Zembaczyński robi ze zwolenników CPK "ruskich"
- Prawicowi kamraci z nowym nabytkiem. #ДаDlaCPK - napisał poseł KO Witold Zembaczyński w mediach społecznościowych. Nawiązał tym samym do spiskowych teorii, że za ruchem "Tak dla CPK", który zawiązał się po zmianie władzy w Polsce, stoją Rosjanie. To o tyle dziwne, że pełnomocnik rządu ds. budowy CPK Maciej Lasek wraz z premierem Donaldem Tuskiem zapowiedzieli kontynuację projektu przy wydatnej zmianie planu szprych kolejowych.
Nowym "nabytkiem" według posła Zembaczyńskiego jest Paulina Matysiak. Lewica ma dość posłanki, która wraz z Marcinem Horałą z PiS jeździ po kraju i namawia do poparcia budowy Centralnego Portu Komunikacyjnego. W koalicji zarzucają jej zdradę. Niedawno odwołano ją z sejmowej komisji ds. infrastruktury.
- Pan tak zawsze z przyczajki robi zdjęcia na sejmowych korytarzach? Posłowie Michał Wawer i Witold Tumanowicz pracują jak i ja w Parlamentarnym Zespole “Tak Dla Rozwoju. CPK - Atom - Porty” w przeciwieństwie do pana. Zapraszamy do dołączenia do zespołu, bo prawdą jest, że polską racją stanu są projekty infrastrukturalne takie jak np. CPK. Ważne ze względu na korzyści społeczne, gospodarcze, militarne - odpowiedziała Zembaczyńskiemu Matysiak.
"To jest normalność"
Posłanka Lewicy zabrała ponownie dziś głos. - Największe emocje w ostatnim czasie wzbudzają zdjęcia (robione z ukrycia bądź nie), gdzie widać osoby z różnych ugrupowań rozmawiających ze sobą. Moi drodzy, to nie jest zbrodnia, tylko NORMALNOŚĆ - przekonuje.

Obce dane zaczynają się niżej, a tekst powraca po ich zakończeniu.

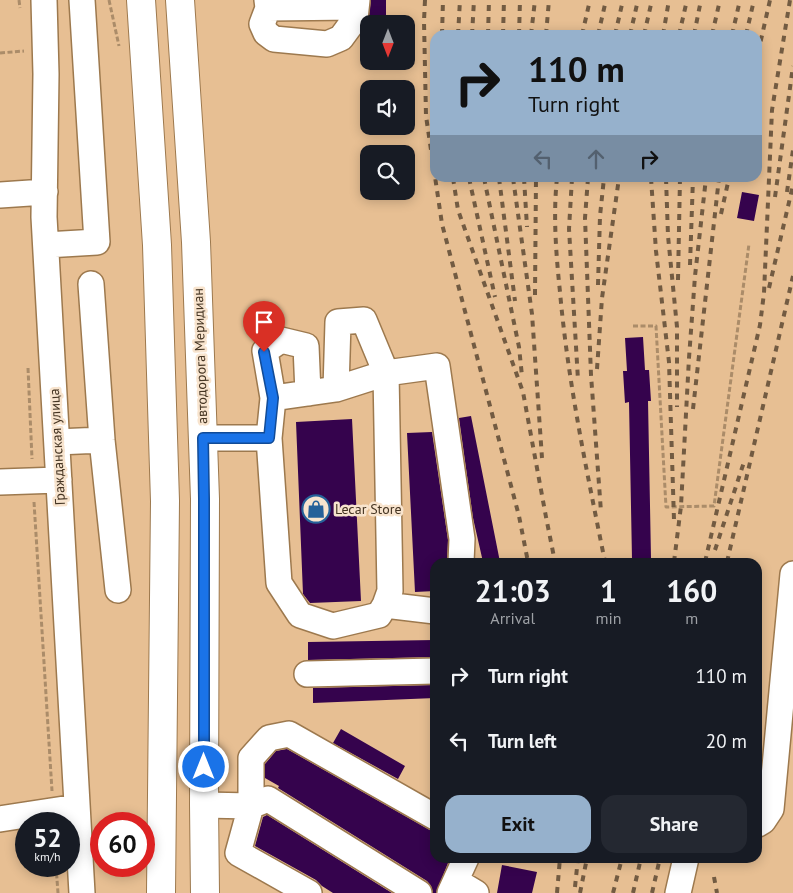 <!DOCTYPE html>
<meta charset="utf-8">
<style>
body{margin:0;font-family:"PT Sans",sans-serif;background:#242831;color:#f1f3f6;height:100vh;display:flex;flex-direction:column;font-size:19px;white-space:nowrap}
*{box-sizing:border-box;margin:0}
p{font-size:16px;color:#9ea1a6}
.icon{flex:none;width:28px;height:28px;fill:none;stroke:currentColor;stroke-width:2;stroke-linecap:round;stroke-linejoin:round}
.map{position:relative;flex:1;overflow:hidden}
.drawer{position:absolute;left:430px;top:558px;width:332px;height:305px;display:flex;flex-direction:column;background:#171b24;border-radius:15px;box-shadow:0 2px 12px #0003}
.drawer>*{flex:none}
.hud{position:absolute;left:430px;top:30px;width:332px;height:152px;border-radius:15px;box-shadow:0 2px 12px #0003;background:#96b1cc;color:#111;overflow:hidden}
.needle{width:32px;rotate:180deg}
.controls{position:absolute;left:360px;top:15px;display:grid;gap:10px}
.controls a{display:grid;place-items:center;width:55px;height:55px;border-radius:10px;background:#171b24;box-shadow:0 2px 12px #0003;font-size:25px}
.speed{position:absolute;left:15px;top:812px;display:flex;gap:10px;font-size:25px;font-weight:700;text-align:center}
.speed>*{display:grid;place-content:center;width:65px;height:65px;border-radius:50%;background:#171b24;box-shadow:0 2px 12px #0003;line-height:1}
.speed small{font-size:12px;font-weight:400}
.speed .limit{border:8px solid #d22;background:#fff;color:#111}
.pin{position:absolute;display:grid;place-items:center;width:42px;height:42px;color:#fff;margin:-51px -21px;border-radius:50% 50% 50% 0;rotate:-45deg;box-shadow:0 0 5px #0007}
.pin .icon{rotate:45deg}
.me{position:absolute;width:55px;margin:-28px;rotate:0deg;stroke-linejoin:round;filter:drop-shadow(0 0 4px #0008)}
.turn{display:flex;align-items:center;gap:18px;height:105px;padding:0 15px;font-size:22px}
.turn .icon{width:65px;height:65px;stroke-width:2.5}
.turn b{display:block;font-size:35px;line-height:42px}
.lanes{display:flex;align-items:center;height:48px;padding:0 15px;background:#0003;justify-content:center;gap:25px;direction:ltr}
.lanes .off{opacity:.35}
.eta{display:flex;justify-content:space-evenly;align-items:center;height:85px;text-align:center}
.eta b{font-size:30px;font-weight:800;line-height:35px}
.primary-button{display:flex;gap:10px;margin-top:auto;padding:10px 15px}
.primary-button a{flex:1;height:58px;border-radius:15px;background:#96b1cc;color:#111;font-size:20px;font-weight:800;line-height:58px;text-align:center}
.primary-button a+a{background:#242831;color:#f1f3f6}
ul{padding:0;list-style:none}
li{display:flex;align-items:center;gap:15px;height:65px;padding:0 15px}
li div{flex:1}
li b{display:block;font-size:19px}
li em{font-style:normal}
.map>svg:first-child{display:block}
.building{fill:#35034d}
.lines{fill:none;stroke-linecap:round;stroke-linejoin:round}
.minor-casing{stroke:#9d794e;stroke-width:28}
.major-casing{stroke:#9d794e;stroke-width:30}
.path{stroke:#ab8c69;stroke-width:3;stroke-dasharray:5 2.5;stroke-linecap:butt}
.minor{stroke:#fff;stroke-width:25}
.major{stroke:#fff;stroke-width:28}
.rail{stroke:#725b42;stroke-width:4;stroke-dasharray:6 6;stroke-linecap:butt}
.route-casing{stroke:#114b97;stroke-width:12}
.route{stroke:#1a73e8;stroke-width:9}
.labels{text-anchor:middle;stroke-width:5;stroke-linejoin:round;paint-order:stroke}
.street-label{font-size:14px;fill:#453523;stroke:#f8e4ce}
.poi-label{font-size:14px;fill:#453523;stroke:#f8e4ce;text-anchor:start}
</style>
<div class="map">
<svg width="793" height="893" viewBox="0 0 793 893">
<rect width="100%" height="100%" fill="#e7bf93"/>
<path class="building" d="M 371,0 L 386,0 L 386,24 L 368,24 Z
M 742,192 L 759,195 L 754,221 L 737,218 Z
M 643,337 L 645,370 L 649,370 L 651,401 L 648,401 L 651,558 L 632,559 L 629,402 L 625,403 L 623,371 L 627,371 L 625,338 Z
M 471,416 L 500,562 L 483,562 L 473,518 L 459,418 Z
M 352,419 L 361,601 L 310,603 L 303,594 L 296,422 Z
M 432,432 L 448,540 L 447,562 L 435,562 L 435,591 L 415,592 L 407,433 Z
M 435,640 L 435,657 L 308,660 L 308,642 Z
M 435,685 L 435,698 L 313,703 L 313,688 Z
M 341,729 L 405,766 L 398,779 L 333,743 Z
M 287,749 L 435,833 L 435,858 L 440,858 L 448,863 L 436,893 L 433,893 L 431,886 L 427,881 L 278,788 L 279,786 L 265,778 L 265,764 L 276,751 Z
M 267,815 L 392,893 L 333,893 L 322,886 L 316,880 L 255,846 L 263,817 Z
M 502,865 L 537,872 L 532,893 L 497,893 Z"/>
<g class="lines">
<g class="minor-casing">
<path id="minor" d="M 44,0 L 46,74 L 44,217 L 82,893
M 267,0 L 268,8 L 262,24 L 266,33 L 274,39 L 327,44 L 341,38 L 352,23 L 355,19 L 357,0
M 268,8 L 356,7
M 0,195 L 45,192
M 46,245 L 97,242 L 82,0
M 91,284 L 102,440 L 118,590
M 273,398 L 265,351 L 281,340 L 306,346 L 308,393
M 203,438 L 269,438 L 273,398 L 336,389 L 386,373 L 437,366 L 462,539 L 461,562
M 269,438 L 279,583 L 300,615 L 333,626 L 379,615 L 385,605 L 390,591 L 386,373 L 364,320 L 338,322 L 336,389
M 57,442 L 102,440
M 0,482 L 59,480
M 385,605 L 435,611
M 307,674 L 435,671
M 204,805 L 251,806 L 268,799 L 419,893
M 0,819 L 77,807
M 758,824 L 763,821 L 771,809 L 793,574
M 456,881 L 476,893
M 309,893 L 238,853 L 251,806 L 251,758 L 269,738 L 289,734 L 435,817
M 450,893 L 466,858
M 678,893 L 686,858"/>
</g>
<g class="major-casing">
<path id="major" d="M 141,0 L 157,245 L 165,501 L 161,893
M 180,0 L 196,242 L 205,499 L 204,805 L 205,893"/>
</g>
<path class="path" d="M 19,0 L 20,8
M 109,0 L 119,46
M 0,53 L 24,51
M 633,326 L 656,326 L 666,507 L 714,506 L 749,244
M 28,368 L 32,459
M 34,502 L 52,791
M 56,866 L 58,893"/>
<use href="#minor" class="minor"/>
<use href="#major" class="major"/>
<path class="rail" d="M 425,0 L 424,21 L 426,116 L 442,224 L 519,516 L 528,562
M 442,35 L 443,0
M 458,35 L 460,0
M 472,35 L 474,0
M 488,35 L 489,0
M 503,35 L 504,0
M 519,35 L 520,0
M 531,35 L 535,0
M 546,35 L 549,0
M 582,35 L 590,0
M 598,35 L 606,0
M 615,35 L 623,0
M 630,35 L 638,0
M 644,35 L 652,0
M 663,35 L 669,0
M 679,35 L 687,0
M 694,35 L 701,0
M 712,35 L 720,0
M 732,35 L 740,0
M 746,35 L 754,0
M 758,53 L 770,0
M 453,178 L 458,210 L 523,392 L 546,517 L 555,562
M 469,178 L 495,297
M 484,178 L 519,347 L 522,376
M 499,178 L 515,301
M 513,178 L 532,314 L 542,458
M 524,178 L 527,227
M 557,178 C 553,215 556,254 560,292 C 568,383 587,472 605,562
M 572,178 L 569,229 L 578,380
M 588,178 L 585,218 L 591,375 L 601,512
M 651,178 L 656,251 L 669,362 L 674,520
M 666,178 L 668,236 L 677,327 L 677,407
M 787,192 L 793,150
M 775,197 L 793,66
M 721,214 L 729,178
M 690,265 L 693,178
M 678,280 L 680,178
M 598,285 L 600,216 L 604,178
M 769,288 L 793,185
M 535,295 L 536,178
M 597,369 L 602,298 L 619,178
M 693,409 L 719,178
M 715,550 L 745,459
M 674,562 L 681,506 L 689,358 L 695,276 L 706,178
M 705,562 L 760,325 L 764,293 L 772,110 L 790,0
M 727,562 L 793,276
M 714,877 L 717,893
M 575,887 L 578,858
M 557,893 L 560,858
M 580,893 L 587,858
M 613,893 L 622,858
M 633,893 L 641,858
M 652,893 L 660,858"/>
</g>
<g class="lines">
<g class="route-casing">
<path id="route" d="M 204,767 L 204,499 L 203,438 L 269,438 L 273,398 L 264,352"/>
</g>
<use href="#route" class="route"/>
</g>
<defs>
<g id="shop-ring" transform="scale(1.4375)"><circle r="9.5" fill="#f8e4ce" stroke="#266199" stroke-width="1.5"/><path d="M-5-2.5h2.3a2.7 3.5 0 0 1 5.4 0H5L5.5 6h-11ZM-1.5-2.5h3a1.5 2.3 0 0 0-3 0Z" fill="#266199"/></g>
</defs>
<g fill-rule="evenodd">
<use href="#shop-ring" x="316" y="509"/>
</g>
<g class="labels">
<g class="street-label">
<text transform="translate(200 356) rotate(-92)" y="5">автодорога Меридиан</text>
<text transform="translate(57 447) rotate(-93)" y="5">Гражданская улица</text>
</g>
<g class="poi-label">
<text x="335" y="514">Lecar Store</text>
</g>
</g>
</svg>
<div class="controls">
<a><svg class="needle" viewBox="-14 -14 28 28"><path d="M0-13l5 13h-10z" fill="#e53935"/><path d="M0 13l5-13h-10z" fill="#9ea1a6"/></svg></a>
<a><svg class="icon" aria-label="sound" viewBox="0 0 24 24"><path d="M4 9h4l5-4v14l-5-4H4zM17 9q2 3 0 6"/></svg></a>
<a><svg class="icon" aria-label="search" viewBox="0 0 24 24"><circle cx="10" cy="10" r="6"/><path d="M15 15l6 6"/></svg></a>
</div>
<div class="speed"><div>52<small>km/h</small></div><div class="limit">60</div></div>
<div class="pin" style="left:264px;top:352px;background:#d93025"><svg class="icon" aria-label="arrive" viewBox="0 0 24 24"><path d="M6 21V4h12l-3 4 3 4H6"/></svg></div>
<svg class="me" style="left:204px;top:767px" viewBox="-20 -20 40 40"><circle r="17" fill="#1a73e8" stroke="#fff" stroke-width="3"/><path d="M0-11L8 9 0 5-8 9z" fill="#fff"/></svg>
<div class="hud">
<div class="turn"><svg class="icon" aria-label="right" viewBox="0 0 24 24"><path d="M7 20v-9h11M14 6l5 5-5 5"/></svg><div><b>110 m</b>Turn right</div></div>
<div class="lanes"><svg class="icon off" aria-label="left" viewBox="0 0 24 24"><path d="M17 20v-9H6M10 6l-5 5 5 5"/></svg><svg class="icon off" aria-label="ahead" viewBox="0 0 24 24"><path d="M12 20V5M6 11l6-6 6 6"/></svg><svg class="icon" aria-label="right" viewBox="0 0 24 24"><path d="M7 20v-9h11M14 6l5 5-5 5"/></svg></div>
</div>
<section class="drawer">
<div class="eta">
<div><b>21:03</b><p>Arrival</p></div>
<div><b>1</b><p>min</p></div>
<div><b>160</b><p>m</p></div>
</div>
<ul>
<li><svg class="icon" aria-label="right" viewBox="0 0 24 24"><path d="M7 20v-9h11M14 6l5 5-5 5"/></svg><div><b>Turn right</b></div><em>110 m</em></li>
<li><svg class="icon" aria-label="left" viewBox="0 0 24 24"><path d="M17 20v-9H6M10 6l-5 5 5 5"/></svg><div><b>Turn left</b></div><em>20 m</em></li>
</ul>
<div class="primary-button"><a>Exit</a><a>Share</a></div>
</section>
</div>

- Wśród moich znajomych (tych spoza polityki) są osoby o różnym światopoglądzie, różnym spojrzeniu na wiele spraw (często odmiennym niż moje), osoby, które w wyborach głosują na różne partie. Nie zmienia to faktu, że możemy się lubić, możemy się spierać i dyskutować, rozmawiać o polityce i innych sprawach. Możemy iść na kawę albo piwo, czasem do kina, albo pojechać na wycieczkę. Możemy do siebie pisać w Internecie albo uciąć pogawędkę przy niespodziewanym spotkaniu na ulicy. Możemy też przełamać się opłatkiem. To jest normalność - uzasadnia kuluarowe rozmowy z posłami Konfederacji.

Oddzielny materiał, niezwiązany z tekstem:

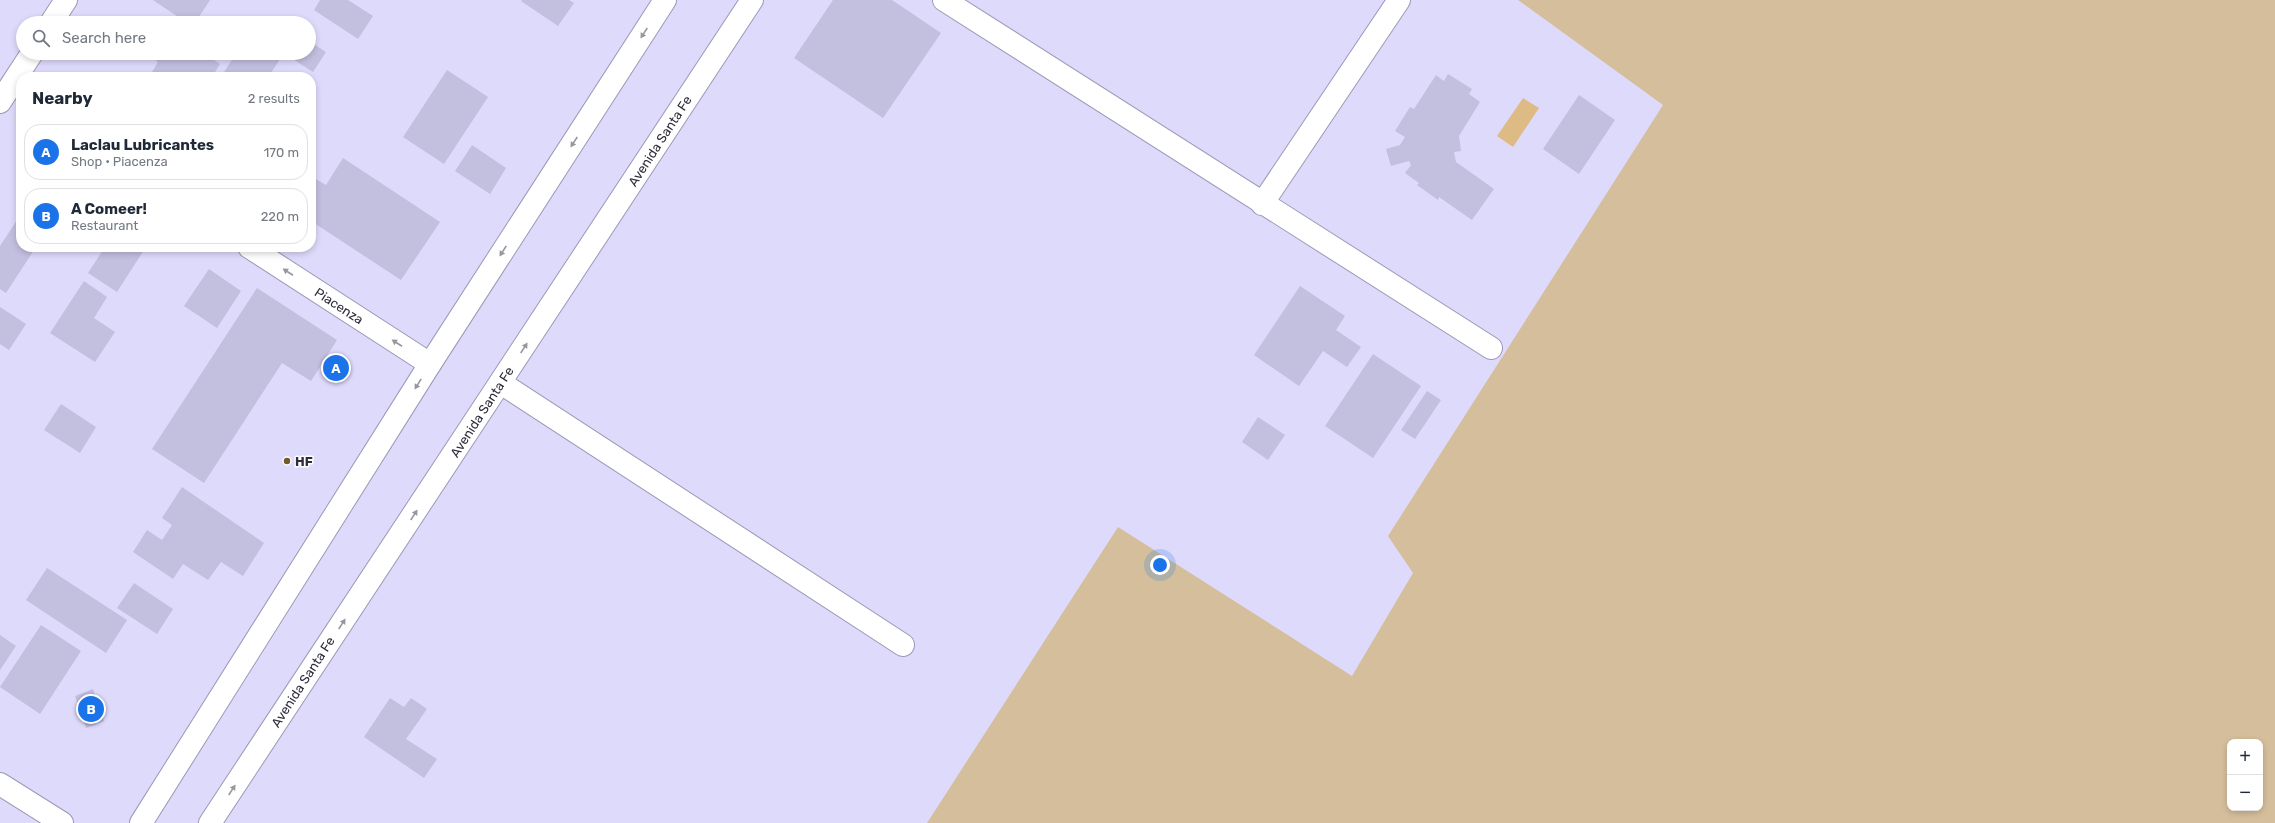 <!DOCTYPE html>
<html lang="en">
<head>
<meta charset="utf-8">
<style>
  :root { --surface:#fff; --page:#f6f6f7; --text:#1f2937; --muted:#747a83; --line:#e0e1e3; --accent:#1a73e8 }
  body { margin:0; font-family:Rubik,sans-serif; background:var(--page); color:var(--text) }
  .controls { position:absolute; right:12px; bottom:12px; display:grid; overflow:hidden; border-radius:8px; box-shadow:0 2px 6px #0003 }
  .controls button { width:36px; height:36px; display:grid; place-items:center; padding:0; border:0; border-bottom:1px solid var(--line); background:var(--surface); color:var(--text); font:20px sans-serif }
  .you { position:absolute; left:1160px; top:565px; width:14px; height:14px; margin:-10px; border:3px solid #fff; border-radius:50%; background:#1a73e8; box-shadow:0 0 0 6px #1a73e833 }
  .badge { display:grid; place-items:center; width:26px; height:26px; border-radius:50%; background:var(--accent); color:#fff; font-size:13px; font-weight:700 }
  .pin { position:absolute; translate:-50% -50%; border:2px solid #fff; box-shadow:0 1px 4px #0006 }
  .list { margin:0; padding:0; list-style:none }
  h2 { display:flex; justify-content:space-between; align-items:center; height:52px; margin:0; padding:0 16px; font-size:17px }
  h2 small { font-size:13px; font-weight:400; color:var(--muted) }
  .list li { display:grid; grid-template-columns:26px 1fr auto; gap:12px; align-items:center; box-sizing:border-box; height:56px; margin:0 8px 8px; padding:0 8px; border:1px solid var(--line); border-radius:16px }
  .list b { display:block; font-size:15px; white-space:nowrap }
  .list p { margin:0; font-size:13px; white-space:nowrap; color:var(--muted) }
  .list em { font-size:13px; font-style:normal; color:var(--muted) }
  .icon { flex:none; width:22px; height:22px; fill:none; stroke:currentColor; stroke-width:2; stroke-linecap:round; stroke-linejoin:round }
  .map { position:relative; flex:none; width:2275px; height:823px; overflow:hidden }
  .search { position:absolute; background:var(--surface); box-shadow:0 2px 6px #0003; left:16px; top:16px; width:300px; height:44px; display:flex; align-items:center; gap:10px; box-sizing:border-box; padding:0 14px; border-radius:22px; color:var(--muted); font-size:15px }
  .panel { position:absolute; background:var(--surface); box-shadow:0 2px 6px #0003; left:16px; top:72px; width:300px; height:180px; border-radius:16px }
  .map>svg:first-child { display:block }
  .green { fill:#d5be9b; fill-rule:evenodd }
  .water { fill:#deba84 }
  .building { fill:#c3bfdf }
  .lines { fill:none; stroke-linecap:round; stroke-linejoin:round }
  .minor-casing { stroke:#9c98b6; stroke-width:24 }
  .major-casing { stroke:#9c98b6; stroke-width:24 }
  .minor { stroke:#fff; stroke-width:22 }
  .major { stroke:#fff; stroke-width:22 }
  .oneway { fill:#97969c }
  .poi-dot { fill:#74592b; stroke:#fff; stroke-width:1.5 }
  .labels { text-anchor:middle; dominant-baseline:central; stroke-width:3; stroke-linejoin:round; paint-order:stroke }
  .street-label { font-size:13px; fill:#2f2d39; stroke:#fff }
  .poi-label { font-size:13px; font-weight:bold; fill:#2f2d39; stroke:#fff; text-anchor:start }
</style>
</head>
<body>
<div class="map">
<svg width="2275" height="823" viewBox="0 0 2275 823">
  <rect width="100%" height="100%" fill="#dedafb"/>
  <path class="green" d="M 1518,0 L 2275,0 L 2275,823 L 927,823 L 1118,527 L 1352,676 L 1413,573 L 1388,536 L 1663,105 ZM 2230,742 L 2260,742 L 2260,808 L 2230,808 Z"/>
  <path class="water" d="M 1523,98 L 1539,108 L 1513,147 L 1497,136 Z"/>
  <path class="building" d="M 153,0 L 210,0 L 195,23 L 187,23 Z
    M 320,0 L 348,0 L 373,16 L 358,39 L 314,10 Z
    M 522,0 L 569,0 L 574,3 L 558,26 L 521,1 Z
    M 833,0 L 892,0 L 941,33 L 883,118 L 794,58 Z
    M 279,19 L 285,23 L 276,23 Z
    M 309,41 L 326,52 L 313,72 L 288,56 L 290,53 L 309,53 Z
    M 161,53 L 203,53 L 220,64 L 212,77 L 149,77 L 158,62 L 156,61 Z
    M 236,53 L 284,53 L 269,76 L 264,72 L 261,77 L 221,77 Z
    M 447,70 L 488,97 L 444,164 L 403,137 Z
    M 1448,74 L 1472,89 L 1469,94 L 1480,102 L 1459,136 L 1461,151 L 1454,152 L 1456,162 L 1494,189 L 1472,220 L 1439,197 L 1438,200 L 1417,185 L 1419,183 L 1405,173 L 1411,165 L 1409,161 L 1391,166 L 1386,149 L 1400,145 L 1405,137 L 1395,131 L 1410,107 L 1414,109 L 1436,75 L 1444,81 Z
    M 311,94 L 316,97 L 311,104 Z
    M 1579,95 L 1615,120 L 1579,174 L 1543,149 Z
    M 472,145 L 506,168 L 490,194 L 455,171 Z
    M 343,158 L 440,222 L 401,280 L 311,221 L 311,176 L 326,185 Z
    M 21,189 L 21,200 L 16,196 Z
    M 17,220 L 21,222 L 21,247 L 36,247 L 6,293 L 0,289 L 0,246 Z
    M 105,247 L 139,247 L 144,250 L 117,292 L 88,273 Z
    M 209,269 L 241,291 L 217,328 L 184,306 Z
    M 84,281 L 107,297 L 94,318 L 115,332 L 95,362 L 50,333 Z
    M 1300,286 L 1345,316 L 1336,330 L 1361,347 L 1347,367 L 1323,351 L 1299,386 L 1254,355 Z
    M 257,288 L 337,340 L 311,381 L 282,363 L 204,483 L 152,449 Z
    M 0,307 L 26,324 L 9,350 L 0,344 Z
    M 1373,354 L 1421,386 L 1373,458 L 1325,426 Z
    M 1427,391 L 1441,400 L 1415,439 L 1401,430 Z
    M 61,404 L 96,427 L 80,453 L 44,430 Z
    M 1258,417 L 1285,435 L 1268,460 L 1242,442 Z
    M 182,487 L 264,543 L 243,576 L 221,562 L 208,580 L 183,564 L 173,579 L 133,552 L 147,530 L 162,540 L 172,525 L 162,518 Z
    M 47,568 L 127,620 L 106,653 L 26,600 Z
    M 134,583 L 173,609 L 157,634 L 117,608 Z
    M 41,625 L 81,651 L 40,714 L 0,687 Z
    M 0,635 L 16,646 L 0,670 Z
    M 93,689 L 104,721 L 86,728 L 75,696 Z
    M 390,698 L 404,707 L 411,698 L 427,709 L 406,739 L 437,759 L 424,778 L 364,737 Z"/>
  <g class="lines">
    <g class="minor-casing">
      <path id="minor" d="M 944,0 L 1491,348
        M 51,23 L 66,0
        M 0,102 L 32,53
        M 1262,204 L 1399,0
        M 249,247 L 430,364
        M 501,383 L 903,645"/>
    </g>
    <g class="major-casing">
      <path id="major" d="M 0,784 L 62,823
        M 141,823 L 430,364 L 665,0
        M 210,823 L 752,0"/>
    </g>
    <use href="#minor" class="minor"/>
    <use href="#major" class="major"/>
  </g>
  <defs><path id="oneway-solid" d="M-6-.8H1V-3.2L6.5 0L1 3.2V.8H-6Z"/></defs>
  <g class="oneway">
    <use href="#oneway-solid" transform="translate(644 33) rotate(123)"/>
    <use href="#oneway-solid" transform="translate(574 142) rotate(123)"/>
    <use href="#oneway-solid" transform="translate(503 251) rotate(123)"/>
    <use href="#oneway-solid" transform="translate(288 272) rotate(-147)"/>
    <use href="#oneway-solid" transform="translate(397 343) rotate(-147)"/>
    <use href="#oneway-solid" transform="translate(524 348) rotate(-57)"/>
    <use href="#oneway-solid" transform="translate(418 384) rotate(122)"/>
    <use href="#oneway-solid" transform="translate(414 515) rotate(-57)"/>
    <use href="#oneway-solid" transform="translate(342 624) rotate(-57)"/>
    <use href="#oneway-solid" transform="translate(232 790) rotate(-57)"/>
  </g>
  <circle class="poi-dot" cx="287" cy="461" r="4"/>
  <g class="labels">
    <g class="street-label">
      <text transform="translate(660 141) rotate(-57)">Avenida Santa Fe</text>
      <text transform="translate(339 306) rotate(33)">Piacenza</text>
      <text transform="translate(482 412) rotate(-57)">Avenida Santa Fe</text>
      <text transform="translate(303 682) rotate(-57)">Avenida Santa Fe</text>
    </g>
    <g class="poi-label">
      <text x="295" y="461">HF</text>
    </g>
  </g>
</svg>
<div class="controls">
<button>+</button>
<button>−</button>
</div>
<div class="you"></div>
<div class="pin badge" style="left:336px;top:368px">A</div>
<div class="pin badge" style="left:91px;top:709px">B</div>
<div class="search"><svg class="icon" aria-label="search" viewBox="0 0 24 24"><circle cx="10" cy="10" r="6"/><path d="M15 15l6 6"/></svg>Search here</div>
<section class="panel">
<h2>Nearby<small>2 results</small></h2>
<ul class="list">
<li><span class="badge">A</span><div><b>Laclau Lubricantes</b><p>Shop · Piacenza</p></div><em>170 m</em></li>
<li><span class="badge">B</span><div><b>A Comeer!</b><p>Restaurant</p></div><em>220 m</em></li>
</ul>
</section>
</div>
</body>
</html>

- Tak samo normalnością powinno być, że osoby z różnych partii ze sobą rozmawiają. Nie tylko w programie telewizyjnym czy radiowym, nie tylko wymieniając „ciosy” na sejmowej mównicy, ale przede wszystkim spotykając się w rozmowie. Tylko tyle i aż tyle. Przesłanie na sobotę: nie dajcie się sekciarstwu. Ani w ten weekend, ani nigdy - podsumowała Matysiak.